Comparison of general characteristics
Prospective users must understand a few foundational details when comparing Oracle’s database with the EDB Postgres Advanced Server database. Having an understanding of these basic characteristics is especially valuable during discussions between Oracle experts and Postgres experts.
Terminology
Before looking at the compatibility issues in detail, be aware that there are differences in nomenclature used in many SQL-based products. The table shows some of these differences.
Oracle | EDB Postgres Advanced Server |
---|---|
Table or index | Table, index, or relation |
Row | Row or tuple |
Column | Column or attribute |
Data block | Page—When block is on disk |
Page | Buffer—When block is in memory |
In addition, each instance of EDB Postgres Advanced Server is referred to as a cluster. A cluster is a collection of databases that is managed by a single program instance. It consists of a data directory that contains all data and configuration files. You can refer to it in two ways: by location of the data directory or by port number. A single server can have many program installations, and you can create multiple clusters.
General capabilities
Both Oracle and EDB Postgres Advanced Server are mature, enterprise-class, object-relational databases that meet the industry standards for atomicity, consistency, isolation, and durability (ACID) compliance. Both were developed from the same IBM research on System R and designed to solve many of the same problems. These database programs have many similarities.

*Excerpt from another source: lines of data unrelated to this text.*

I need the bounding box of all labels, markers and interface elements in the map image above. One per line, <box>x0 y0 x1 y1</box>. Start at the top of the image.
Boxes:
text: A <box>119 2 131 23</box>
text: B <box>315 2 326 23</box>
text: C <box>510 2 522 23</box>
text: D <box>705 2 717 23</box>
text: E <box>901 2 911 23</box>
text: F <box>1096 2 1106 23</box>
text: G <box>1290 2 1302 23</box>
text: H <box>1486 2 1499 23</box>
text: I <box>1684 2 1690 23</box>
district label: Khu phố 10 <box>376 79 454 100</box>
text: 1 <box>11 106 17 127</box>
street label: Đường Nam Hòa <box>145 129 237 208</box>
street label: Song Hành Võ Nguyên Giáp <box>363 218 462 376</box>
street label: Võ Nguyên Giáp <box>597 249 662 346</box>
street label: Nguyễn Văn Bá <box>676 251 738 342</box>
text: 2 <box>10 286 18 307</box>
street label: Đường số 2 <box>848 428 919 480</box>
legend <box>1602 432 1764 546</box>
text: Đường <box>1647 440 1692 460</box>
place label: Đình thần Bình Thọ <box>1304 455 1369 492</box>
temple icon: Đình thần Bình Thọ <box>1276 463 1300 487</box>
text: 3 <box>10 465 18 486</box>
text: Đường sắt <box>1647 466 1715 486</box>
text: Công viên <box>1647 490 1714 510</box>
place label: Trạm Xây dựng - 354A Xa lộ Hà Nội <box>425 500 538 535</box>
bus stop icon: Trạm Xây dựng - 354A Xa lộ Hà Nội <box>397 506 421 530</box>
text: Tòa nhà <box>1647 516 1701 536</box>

General capabilities | Oracle | EDB Postgres Advanced Server (EPAS) |
---|---|---|
Design origin | Commercial implementation based on IBM’s original research for System R | Academic implementation (UC Berkeley) based on IBM’s original research for System R |
Continuous development | Since 1979 | PostgreSQL development started in 1986. EPAS development started in 2004. EPAS is based on PostgreSQL and continuously merged. |
Object relational database | Yes | Yes |
Processing architecture | Process based and thread based | Process based |
Full ACID compliance | Yes | Yes |
Multiversion concurrency control | Yes | Yes |
Multitenant architecture | Yes | Yes |
Automatic workload management | Yes | No |
Enterprise database management | Oracle Enterprise Manager | EDB Postgres Enterprise Manager |
Multicore support | Yes | Yes |
Write-ahead durability | Redo logs | Write-ahead log |
Disk-read buffering | Yes | Yes |
Capacities
When considering a new database, you need to understand whether a new solution has the capacity to support existing application data designs, workloads, and anticipated growth. Applying the capacity of a new solution to your workloads and future applications means understanding how it supports data across multiple structures in the database.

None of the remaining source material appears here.